(Data entries)

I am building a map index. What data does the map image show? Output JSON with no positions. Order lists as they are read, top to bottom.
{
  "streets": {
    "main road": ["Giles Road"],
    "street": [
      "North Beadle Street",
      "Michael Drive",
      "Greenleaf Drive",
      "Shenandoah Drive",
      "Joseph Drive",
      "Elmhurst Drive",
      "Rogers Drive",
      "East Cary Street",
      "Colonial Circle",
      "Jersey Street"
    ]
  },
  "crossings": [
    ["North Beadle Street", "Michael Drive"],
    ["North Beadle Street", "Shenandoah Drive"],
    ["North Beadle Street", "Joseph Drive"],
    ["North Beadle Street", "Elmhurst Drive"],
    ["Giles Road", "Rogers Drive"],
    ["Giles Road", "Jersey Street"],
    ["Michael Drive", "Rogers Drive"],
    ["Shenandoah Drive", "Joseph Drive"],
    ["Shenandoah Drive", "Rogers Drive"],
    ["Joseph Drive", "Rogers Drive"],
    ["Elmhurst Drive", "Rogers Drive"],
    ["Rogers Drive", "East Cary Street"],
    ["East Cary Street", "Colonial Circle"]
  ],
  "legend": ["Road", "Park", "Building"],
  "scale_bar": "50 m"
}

EXERCISE GOAL |
Would you write the records out again, word for word?

EXERCISE RESULT |
I am building a map index. What data does the map image show? Output JSON with no positions. Order lists as they are read, top to bottom.
{
  "streets": {
    "main road": ["Giles Road"],
    "street": [
      "North Beadle Street",
      "Michael Drive",
      "Greenleaf Drive",
      "Shenandoah Drive",
      "Joseph Drive",
      "Elmhurst Drive",
      "Rogers Drive",
      "East Cary Street",
      "Colonial Circle",
      "Jersey Street"
    ]
  },
  "crossings": [
    ["North Beadle Street", "Michael Drive"],
    ["North Beadle Street", "Shenandoah Drive"],
    ["North Beadle Street", "Joseph Drive"],
    ["North Beadle Street", "Elmhurst Drive"],
    ["Giles Road", "Rogers Drive"],
    ["Giles Road", "Jersey Street"],
    ["Michael Drive", "Rogers Drive"],
    ["Shenandoah Drive", "Joseph Drive"],
    ["Shenandoah Drive", "Rogers Drive"],
    ["Joseph Drive", "Rogers Drive"],
    ["Elmhurst Drive", "Rogers Drive"],
    ["Rogers Drive", "East Cary Street"],
    ["East Cary Street", "Colonial Circle"]
  ],
  "legend": ["Road", "Park", "Building"],
  "scale_bar": "50 m"
}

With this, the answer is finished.